====== Task inputs ======

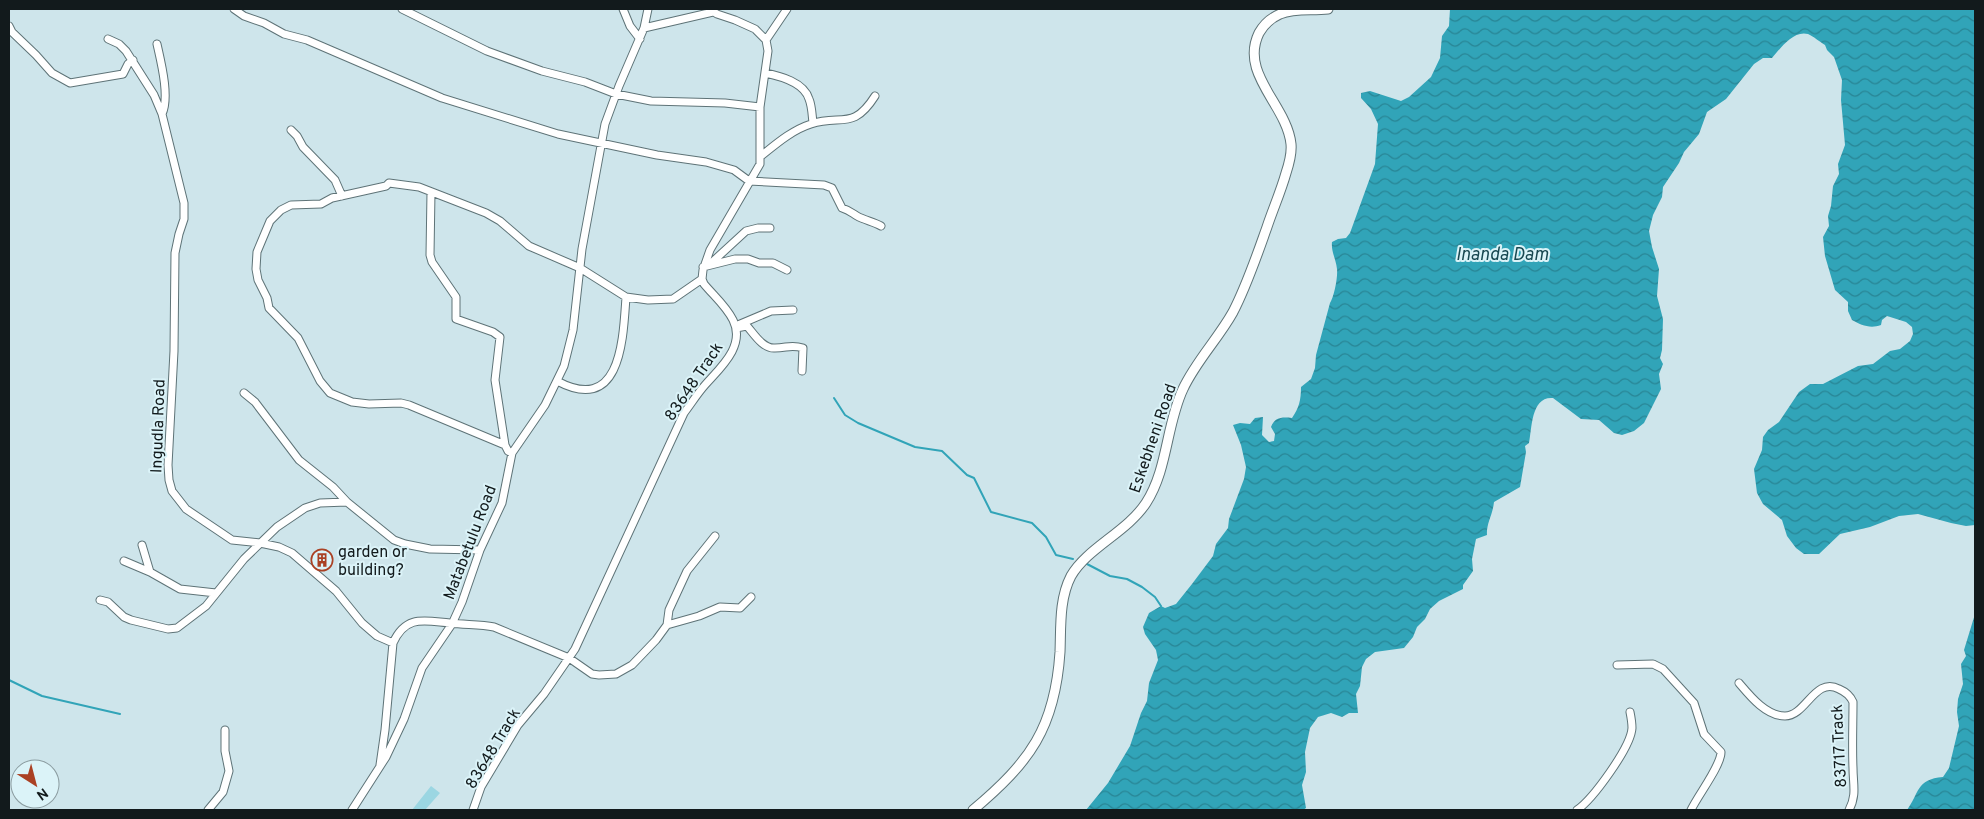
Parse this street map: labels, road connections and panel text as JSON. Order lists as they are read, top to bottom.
{
  "streets": {
    "street": [
      "83648 Track",
      "Ingudla Road",
      "Eskebheni Road",
      "Matabetulu Road",
      "83717 Track"
    ]
  },
  "water": ["Inanda Dam"],
  "places": {
    "building": ["garden or building?"]
  },
  "north": "bottom right"
}
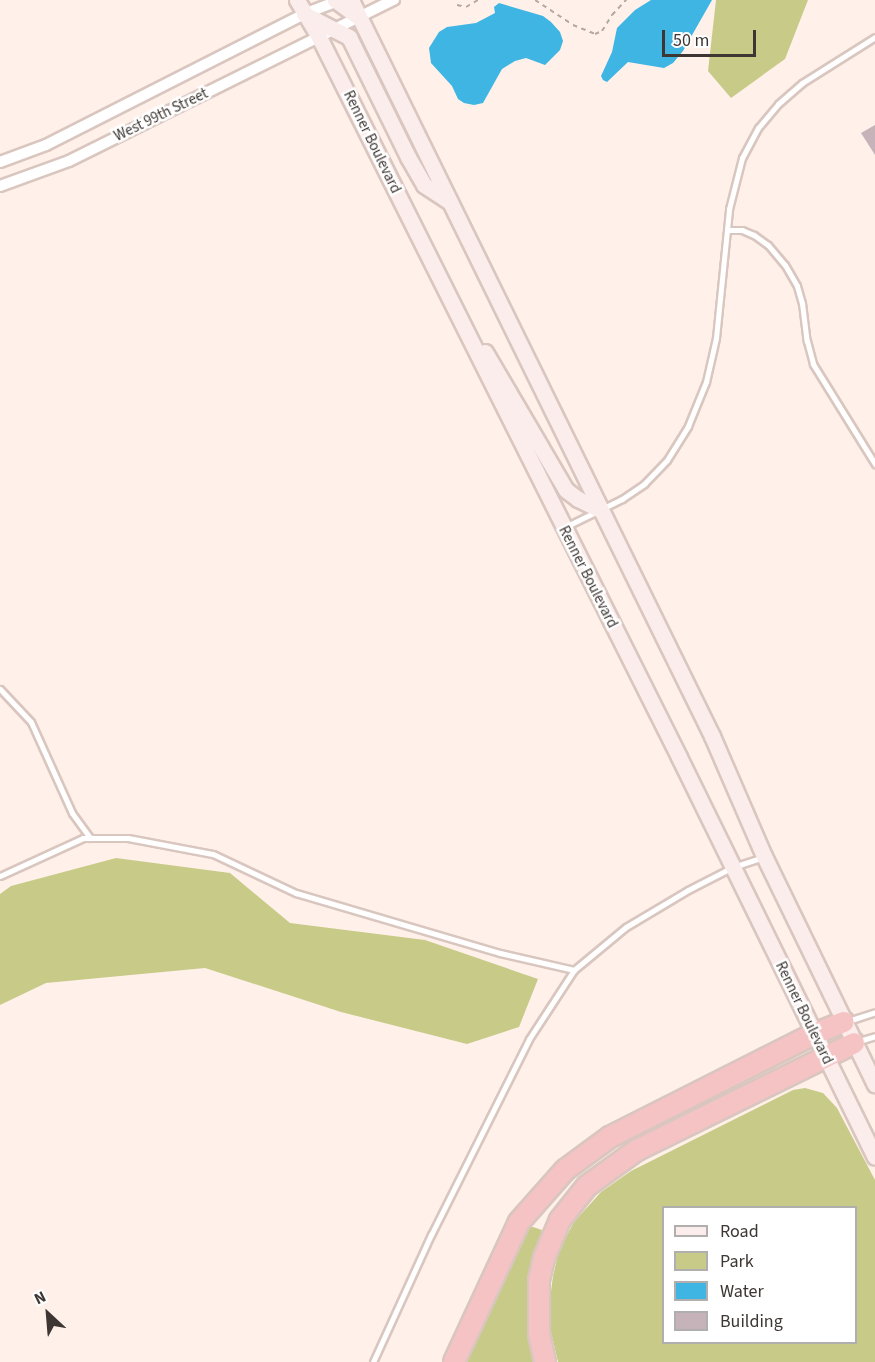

======

■ **What you are asked to do**:
Quote the data exactly, leaving every image out of the copy.

■ **Exercise answer**:
Parse this street map: labels, road connections and panel text as JSON. Order lists as they are read, top to bottom.
{
  "streets": {
    "street": [
      "83648 Track",
      "Ingudla Road",
      "Eskebheni Road",
      "Matabetulu Road",
      "83717 Track"
    ]
  },
  "water": ["Inanda Dam"],
  "places": {
    "building": ["garden or building?"]
  },
  "north": "bottom right"
}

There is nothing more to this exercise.